Kolom  

Pemuda Desa menjadi Petani Modern, Kenapa tidak?

Ilustrasi pemuda desa manfaatkan teknologi pertanian modern. (Foto: Helvetas)

PETANI di Indonesia masih didominasi oleh kalangan “orang tua”. Sangat sedikit petani yang berasal dari kalangan anak muda. Pada tahun 2021, Presiden Joko Widodo menyatakan bahwa sebanyak 71 persen petani Indonesia berusia 45 tahun ke atas. Hanya 29 persen petani yang berasal dari kalangan anak muda atau berusia di bawah 45 tahun.

Sebelumnya, Lembaga Ilmu Pengetahuan Indonesia (LIPI) melalui Pusat Penelitian Kependudukan pada tahun 2017 merilis hasil survei yang memperlihatkan bahwa Indonesia terancam krisis petani. Pasalnya, sebagian besar petani nasional berusia 45 tahun ke atas.

Hasil survei tersebut mencatat bahwa rata-rata usia petani padi di tiga desa yang berada di Jawa Tengah mencapai 52 tahun. Bahkan, pemuda desa yang bersedia melanjutkan usaha tani keluarga hanya berjumlah sekitar tiga persen (LIPI, 2017).

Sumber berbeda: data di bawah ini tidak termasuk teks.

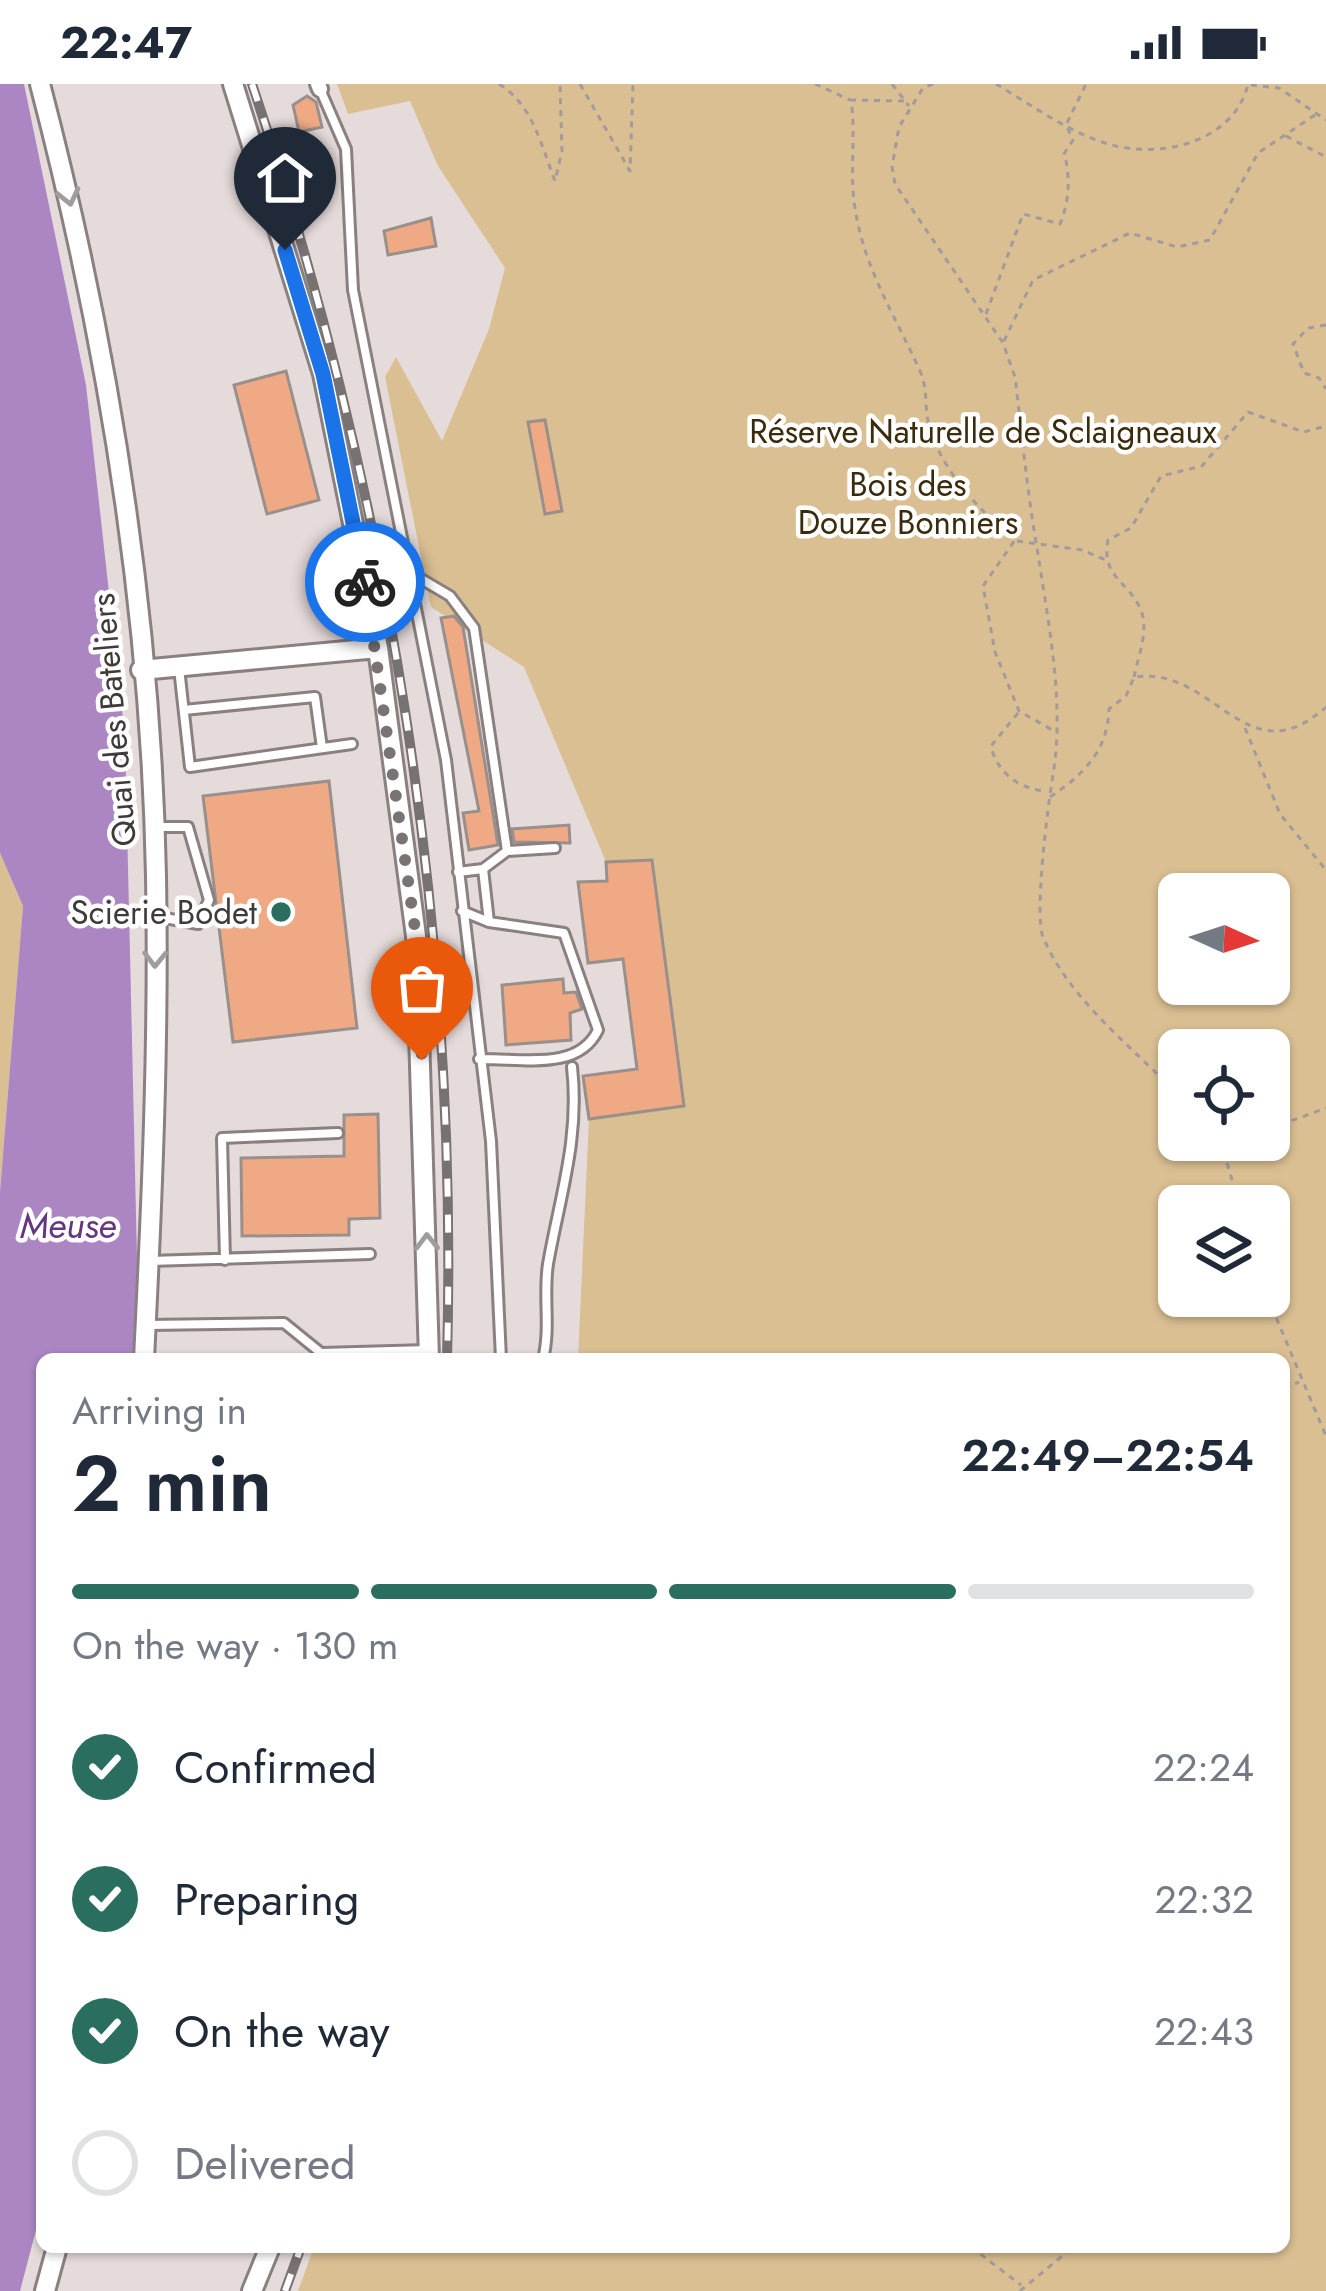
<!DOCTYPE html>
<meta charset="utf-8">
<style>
:root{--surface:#fff;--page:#f6f6f7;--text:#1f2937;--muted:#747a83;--line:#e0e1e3;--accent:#2a6e60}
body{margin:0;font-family:Jost,sans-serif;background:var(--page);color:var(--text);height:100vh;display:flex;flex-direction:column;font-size:45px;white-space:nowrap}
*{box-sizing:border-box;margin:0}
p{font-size:39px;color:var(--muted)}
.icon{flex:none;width:66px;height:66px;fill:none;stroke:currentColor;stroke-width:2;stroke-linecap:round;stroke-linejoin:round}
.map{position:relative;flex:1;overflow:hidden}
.side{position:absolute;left:36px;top:1269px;width:1254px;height:900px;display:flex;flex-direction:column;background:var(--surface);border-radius:18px;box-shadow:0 3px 9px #0004}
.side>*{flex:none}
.needle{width:78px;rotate:93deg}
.buttons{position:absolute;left:1158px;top:789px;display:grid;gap:24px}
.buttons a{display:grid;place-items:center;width:132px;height:132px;border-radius:18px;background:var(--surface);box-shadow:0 3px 9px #0004;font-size:60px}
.pin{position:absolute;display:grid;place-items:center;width:102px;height:102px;color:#fff;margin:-123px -51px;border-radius:50% 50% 50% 0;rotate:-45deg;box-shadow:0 0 12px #0007}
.pin .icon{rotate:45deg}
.courier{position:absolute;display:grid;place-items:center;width:120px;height:120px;margin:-60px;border:9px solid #1a73e8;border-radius:50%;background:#fff;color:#222;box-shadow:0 3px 15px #0007}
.summary em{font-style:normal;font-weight:600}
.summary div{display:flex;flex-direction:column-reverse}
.summary{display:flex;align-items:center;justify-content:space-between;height:204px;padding:0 36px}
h1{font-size:78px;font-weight:600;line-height:90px}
.bar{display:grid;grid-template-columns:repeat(4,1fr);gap:18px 12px;align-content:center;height:144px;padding:0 36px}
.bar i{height:15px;border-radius:9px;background:var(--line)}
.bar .current{background:var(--accent)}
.bar p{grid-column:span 4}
ol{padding:0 36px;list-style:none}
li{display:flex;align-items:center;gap:36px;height:132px}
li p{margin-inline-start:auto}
li .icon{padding:12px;border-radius:50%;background:var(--accent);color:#fff;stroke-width:4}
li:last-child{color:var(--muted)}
li i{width:66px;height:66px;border:6px solid var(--line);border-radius:50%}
.status{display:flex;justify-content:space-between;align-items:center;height:84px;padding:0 60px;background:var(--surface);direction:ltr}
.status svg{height:33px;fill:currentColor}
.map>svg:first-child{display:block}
</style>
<div class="status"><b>22:47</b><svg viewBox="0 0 49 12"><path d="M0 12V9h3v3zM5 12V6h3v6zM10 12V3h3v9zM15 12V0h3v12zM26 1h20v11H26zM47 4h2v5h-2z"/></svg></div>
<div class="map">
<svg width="1326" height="2207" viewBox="0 0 1326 2207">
<rect width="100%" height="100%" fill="#e6dbdb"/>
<!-- green -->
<path fill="#dabf92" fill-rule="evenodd" d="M 337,0 L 1326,0 L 1326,2207 L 298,2207 L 314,2163 L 1284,2163 L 1284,1275 L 578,1275 L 589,1035 L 675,956 L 653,777 L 606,778 L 524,583 L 431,523 L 385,293 L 396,273 L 442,357 L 489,245 L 505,184 L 438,82 L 410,17 L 348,30 ZM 1179,810 L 1269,810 L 1269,900 L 1179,900 ZM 1179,966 L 1269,966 L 1269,1056 L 1179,1056 ZM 1179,1122 L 1269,1122 L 1269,1212 L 1179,1212 Z
M 0,769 L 23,822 L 0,1107 Z"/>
<!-- water -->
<path fill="#ab86c3" d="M 0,0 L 24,0 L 86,301 L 125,653 L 138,1217 L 134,1275 L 42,1275 L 42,2123 L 20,2207 L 0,2207 L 0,1108 L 23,822 L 0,769 Z"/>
<!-- building -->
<path fill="#efa985" stroke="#99908b" stroke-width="3" d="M 307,12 L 316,18 L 322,43 L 299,48 L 293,21 Z
M 431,134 L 436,162 L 388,171 L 384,147 Z
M 286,287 L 319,416 L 267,430 L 234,301 Z
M 545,336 L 562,427 L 545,430 L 528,338 Z
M 454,532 L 463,543 L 498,761 L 469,766 L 463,729 L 479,727 L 441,534 Z
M 329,697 L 357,944 L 233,958 L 203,712 Z
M 569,741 L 570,759 L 514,758 L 512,745 Z
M 652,776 L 684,1022 L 589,1035 L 583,992 L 637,985 L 623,875 L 588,879 L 578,798 L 607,797 L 606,778 Z
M 563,895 L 564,909 L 576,908 L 582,925 L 570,929 L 571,956 L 506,961 L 502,901 Z
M 378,1030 L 380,1134 L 349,1135 L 349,1151 L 242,1152 L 241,1074 L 344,1072 L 344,1031 Z"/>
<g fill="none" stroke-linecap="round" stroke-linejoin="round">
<defs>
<path id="service" d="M 320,5 L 346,65 L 353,206 L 446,676 L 491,1057 L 501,1275
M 411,489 L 450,512 L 474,544 L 507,767 L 483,785 L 489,838
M 179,584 L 190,683 L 352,660
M 184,626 L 315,613 L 322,664
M 154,743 L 188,743 L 209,816 L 198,840 L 159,833
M 507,767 L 555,764
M 458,788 L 483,785
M 462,827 L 489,838 L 564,849 L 598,946 C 578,988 521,974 479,975
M 225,1176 L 222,1054 L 338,1049
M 150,1177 L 370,1170
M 147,1241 L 284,1239 L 321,1269 L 428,1266
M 543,1275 C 551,1243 543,1212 548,1180 C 560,1112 580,1054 572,983"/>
<path id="minor" d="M 318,0 L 320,5"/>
<path id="tertiary" d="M 40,0 C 107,257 151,527 156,792 C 159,953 152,1115 144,1275
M 233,0 L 323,290 L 378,564 L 416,852 L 429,1275
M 141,586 L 378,564
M 45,2207 L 57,2163
M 252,2207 L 270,2163"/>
</defs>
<!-- service casing -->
<use href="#service" stroke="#8a8080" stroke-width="14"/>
<!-- minor casing -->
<use href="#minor" stroke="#8a8080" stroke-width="20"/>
<!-- tertiary casing -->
<use href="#tertiary" stroke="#8a8080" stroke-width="24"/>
<!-- path -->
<path stroke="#a39b9b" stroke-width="3" stroke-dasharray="6 6" stroke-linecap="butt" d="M 499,0 C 533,21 541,61 555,97 L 562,67 L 560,0
M 580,0 L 630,87 L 633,0
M 815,0 L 850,16
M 892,0 L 909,22
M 933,0 L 923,4 L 899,43 L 892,83 L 895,100 L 1003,259 L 1015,293 C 1022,350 1027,407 1037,464 C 1048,537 1065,618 1053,691 C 1048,720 1034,830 1043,853 C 1070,917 1133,963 1179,1012
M 996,0 C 1033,22 1071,50 1112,61 C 1165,75 1235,56 1248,0
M 1251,1 L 1279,4 L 1326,36
M 904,17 L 851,16 C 856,50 850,84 854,117 C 862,182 894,229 920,287 C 927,303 925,314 927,331 C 934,379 980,428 1015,456 L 983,502 L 995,568 L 1019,627 L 1054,647
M 1286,52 L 1326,73
M 986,230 L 1023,130 L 1060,140 C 1069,119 1071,91 1064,70 L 1073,56 L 1066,41 L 1086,0
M 1326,241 L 1308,244 L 1293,260 L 1304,289 L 1319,294 L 1326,305
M 1004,257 L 1033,196 L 1130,149 L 1177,163 L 1210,156 L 1258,69 L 1315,31
M 1017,457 L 1082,466 L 1106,476
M 1134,593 C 1138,572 1150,546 1140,524 C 1127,496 1101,493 1108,456 L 1131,444 L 1161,392 L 1202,382 L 1248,328 L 1304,348 L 1326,342
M 1018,629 L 991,662 C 997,689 1020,706 1047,707
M 1245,644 L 1280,730 L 1326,786
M 1050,713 C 1083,691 1108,667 1109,625 L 1126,612 L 1134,593 C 1215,581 1246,695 1326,623
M 1269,1045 L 1326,1024
M 1220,1056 L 1240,1122
M 1227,1060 L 1239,1056
M 1267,1212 L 1326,1352
M 1284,1304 L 1299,1298
M 971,2163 L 1021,2201
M 1020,2207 L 1073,2163"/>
<!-- service -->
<use href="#service" stroke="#fff" stroke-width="8"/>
<!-- minor -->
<use href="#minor" stroke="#fff" stroke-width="14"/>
<!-- tertiary -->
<use href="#tertiary" stroke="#fff" stroke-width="18"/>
<defs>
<path id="rail" d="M 252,0 C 389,409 459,844 447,1275
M 285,2207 L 301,2163"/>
</defs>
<!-- rail casing -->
<use href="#rail" stroke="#787171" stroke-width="10"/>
<!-- rail -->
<use href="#rail" stroke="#fff" stroke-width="6" stroke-dasharray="18" stroke-linecap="butt"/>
</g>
<!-- one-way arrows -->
<defs><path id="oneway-chevron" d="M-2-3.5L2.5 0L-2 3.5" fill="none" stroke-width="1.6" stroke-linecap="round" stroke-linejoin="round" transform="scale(3)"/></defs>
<g stroke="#9f9d9d">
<use href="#oneway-chevron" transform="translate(69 113) rotate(77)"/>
<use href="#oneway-chevron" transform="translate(155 875) rotate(91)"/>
<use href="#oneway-chevron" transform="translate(427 1158) rotate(-91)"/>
</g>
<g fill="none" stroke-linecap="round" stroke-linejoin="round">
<!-- done -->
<path stroke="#797373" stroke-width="12" stroke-dasharray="0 21.6" d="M 365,498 L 416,852 L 422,976"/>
<!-- route -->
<path stroke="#1a73e8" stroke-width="15" d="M 285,166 L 323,290 L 365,498"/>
</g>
<!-- markers -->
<circle fill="#2a6e60" stroke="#fff" stroke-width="4.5" cx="281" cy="828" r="12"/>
<g text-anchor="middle" stroke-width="9" stroke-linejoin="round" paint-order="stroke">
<!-- park labels -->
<g font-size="33" fill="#3b2b0d" stroke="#fff">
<text x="983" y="359">Réserve Naturelle de Sclaigneaux</text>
<text x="908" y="412">Bois des<tspan x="908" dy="38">Douze Bonniers</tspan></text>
</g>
<!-- street labels -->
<g font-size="33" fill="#3f3b3b" stroke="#fff">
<text transform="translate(113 636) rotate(-95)" y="12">Quai des Bateliers</text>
</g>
<!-- poi labels -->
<g font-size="33" fill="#3f3b3b" stroke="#fff" text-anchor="end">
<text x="257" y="840">Scierie Bodet</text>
</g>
<!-- water labels -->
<g font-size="36" font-style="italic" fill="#653680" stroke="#fff">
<text x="68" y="1154">Meuse</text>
</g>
</g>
</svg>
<div class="buttons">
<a><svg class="needle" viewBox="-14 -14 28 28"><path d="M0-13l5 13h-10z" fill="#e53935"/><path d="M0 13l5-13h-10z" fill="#747a83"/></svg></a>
<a><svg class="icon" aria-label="locate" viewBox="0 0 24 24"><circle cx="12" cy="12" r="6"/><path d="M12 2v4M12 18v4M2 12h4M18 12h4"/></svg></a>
<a><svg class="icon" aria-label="layers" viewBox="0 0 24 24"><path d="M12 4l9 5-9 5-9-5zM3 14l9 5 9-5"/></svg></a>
</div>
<div class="pin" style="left:422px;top:976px;background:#ea580c"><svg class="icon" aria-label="bag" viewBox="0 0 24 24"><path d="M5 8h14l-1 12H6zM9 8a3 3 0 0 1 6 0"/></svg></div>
<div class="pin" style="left:285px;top:166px;background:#1f2937"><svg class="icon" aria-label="home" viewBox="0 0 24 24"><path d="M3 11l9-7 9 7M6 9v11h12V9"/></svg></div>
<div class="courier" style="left:365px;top:498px"><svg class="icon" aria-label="bike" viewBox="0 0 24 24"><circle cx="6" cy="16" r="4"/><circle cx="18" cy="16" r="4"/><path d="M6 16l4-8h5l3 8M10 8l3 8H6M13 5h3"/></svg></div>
<section class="side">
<div class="summary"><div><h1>2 min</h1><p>Arriving in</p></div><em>22:49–22:54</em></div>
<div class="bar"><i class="current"></i><i class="current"></i><i class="current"></i><i></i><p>On the way · 130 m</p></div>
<ol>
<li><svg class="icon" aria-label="check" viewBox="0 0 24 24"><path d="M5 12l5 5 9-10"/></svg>Confirmed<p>22:24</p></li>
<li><svg class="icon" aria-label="check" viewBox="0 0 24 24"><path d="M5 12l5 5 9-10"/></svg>Preparing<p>22:32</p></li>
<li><svg class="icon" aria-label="check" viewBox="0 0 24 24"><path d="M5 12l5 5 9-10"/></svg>On the way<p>22:43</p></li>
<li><i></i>Delivered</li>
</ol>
</section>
</div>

Menurut Dosen Agroteknologi Universitas Muhammadiyah Malang (UMM) Wahono, ada beberapa faktor yang menyebabkan kalangan muda kurang minat pada dunia pertanian. Salah satunya, banyak kalangan muda beranggapan bahwa petani adalah pekerjaan tradisional (tidak keren). Begitu pun dari segi ekonomi, petani dianggap sebagai pekerjaan yang kurang menguntungkan dan tidak menjanjikan kesejahteraan (Republika, 2021).

Baca Juga:  Tak Lagi Sewakan Tanah ke Perusahaan, Rohana Tanam Sayur-mayur

Sementara Yogaprasta A. Nugraha dan Rina Herawati menyebutkan tiga faktor yang menyebabkan bidang pertanian kurang dilirik oleh kalangan anak muda. Ketiga faktor tersebut, antara lain: sistem pendidikan, terbatasnya akses anak muda terhadap lahan, dan pengabaian dari pembuat kebijakan (Antara, 2022).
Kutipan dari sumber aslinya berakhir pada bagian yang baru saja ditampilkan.